Dopo qualche giorno sono andato a trovarla insieme a padre Tiziano. La vediamo su una branda presso la quale, a curarla, c’è la mamma. Tutti ci ringraziano moltissimo. Vederla che mi sorride mi fa provare una grande gioia e dagli occhi mi scendono tante lacrime. Anche il dottore è molto contento. Mi dice: «Vedi Ugo, noi facciamo tutto quello che possiamo, ma poi dobbiamo metterci nelle mani di Dio e avere fiducia in lui».

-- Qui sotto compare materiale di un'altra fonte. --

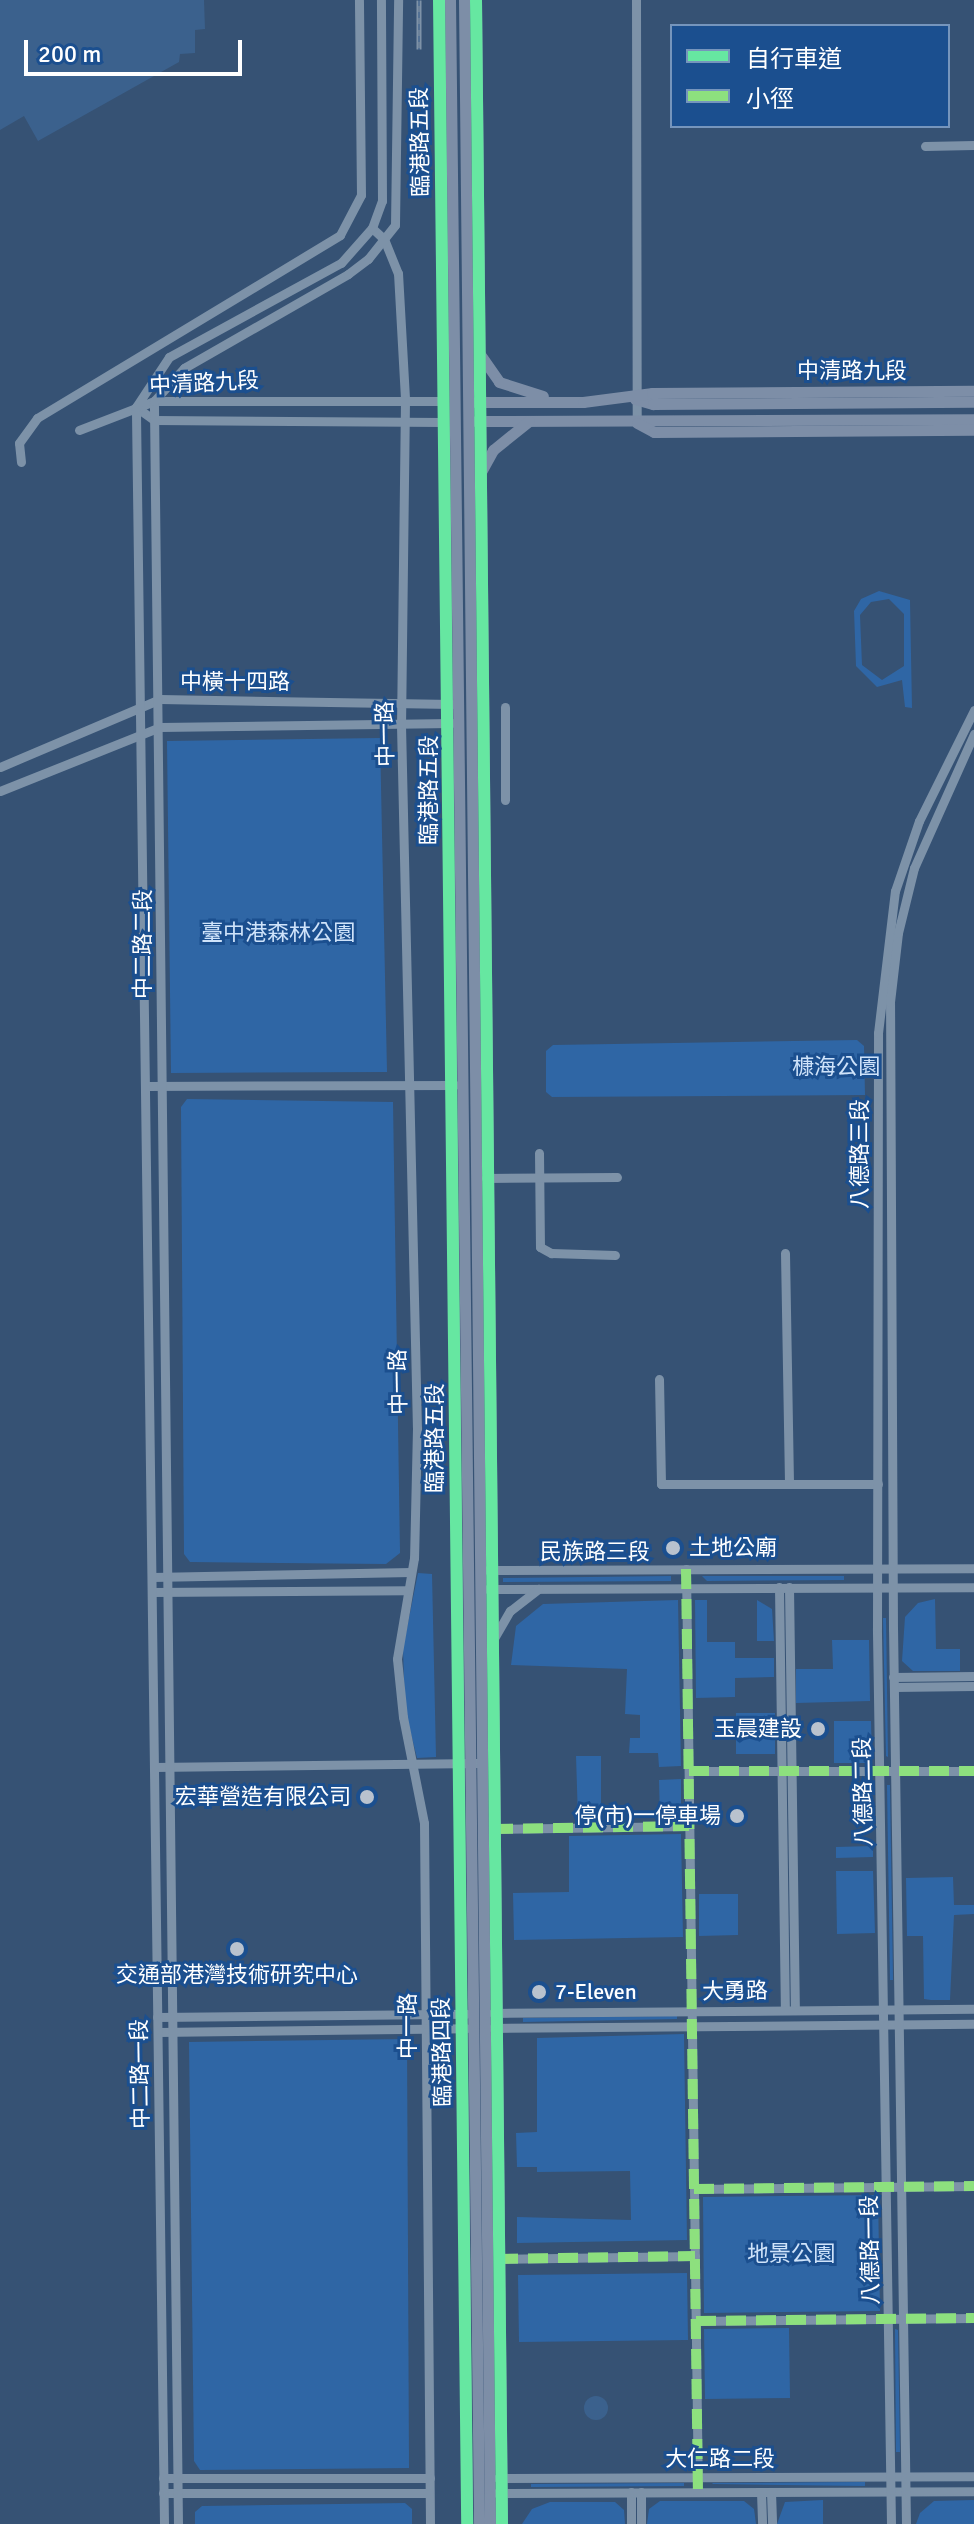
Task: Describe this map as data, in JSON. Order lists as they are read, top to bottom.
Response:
{
  "streets": {
    "main road": ["臨港路五段", "中清路九段", "臨港路四段"],
    "street": [
      "中橫十四路",
      "中一路",
      "中二路二段",
      "八德路三段",
      "民族路三段",
      "八德路二段",
      "大勇路",
      "中二路一段",
      "八德路一段",
      "大仁路二段"
    ]
  },
  "crossings": [
    ["臨港路五段", "中清路九段"],
    ["臨港路五段", "中橫十四路"],
    ["臨港路五段", "民族路三段"],
    ["臨港路五段", "臨港路四段"],
    ["中清路九段", "中一路"],
    ["中清路九段", "中二路二段"],
    ["中橫十四路", "中一路"],
    ["中橫十四路", "中二路二段"],
    ["中一路", "大勇路"],
    ["中二路二段", "中二路一段"],
    ["八德路三段", "民族路三段"],
    ["八德路三段", "八德路二段"],
    ["民族路三段", "八德路二段"],
    ["民族路三段", "臨港路四段"],
    ["八德路二段", "大勇路"],
    ["八德路二段", "八德路一段"],
    ["大勇路", "臨港路四段"],
    ["大勇路", "中二路一段"],
    ["大勇路", "八德路一段"],
    ["臨港路四段", "大仁路二段"],
    ["八德路一段", "大仁路二段"]
  ],
  "parks": ["臺中港森林公園", "槺海公園", "地景公園"],
  "places": [
    "土地公廟",
    "玉晨建設",
    "宏華營造有限公司",
    "停(市)一停車場",
    "交通部港灣技術研究中心",
    "7-Eleven"
  ],
  "legend": ["自行車道", "小徑"],
  "scale_bar": "200 m"
}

Un mese dopo ho visto ancora padre Tiziano piangere, ma – che bello! – questa volta di gioia. Stava per riportare la ragazzina, completamente guarita, dalla famiglia al villaggio. Allora ho proprio pensato: «Grazie Signore, non ci hai abbandonato».

Carissimi padre Tiziano, suore, infermieri dell’ospedale, vorrei dire grazie a tutti voi, un grazie che viene veramente dal cuore.
Grazie per ogni cosa che mi avete insegnato, per quello che ho potuto imparare da voi, soprattutto per i doni della pazienza, dell’amore e del sorriso che offrite sempre a tutti, malati grandi e piccini.
Vorrei essere un giornalista per poter raccontare tutto quello che ho visto e le esperienze che ho vissuto insieme a voi, da vent’anni a questa parte.
Mi limito a dirvi un’altra volta grazie: sarete sempre nel mio cuore.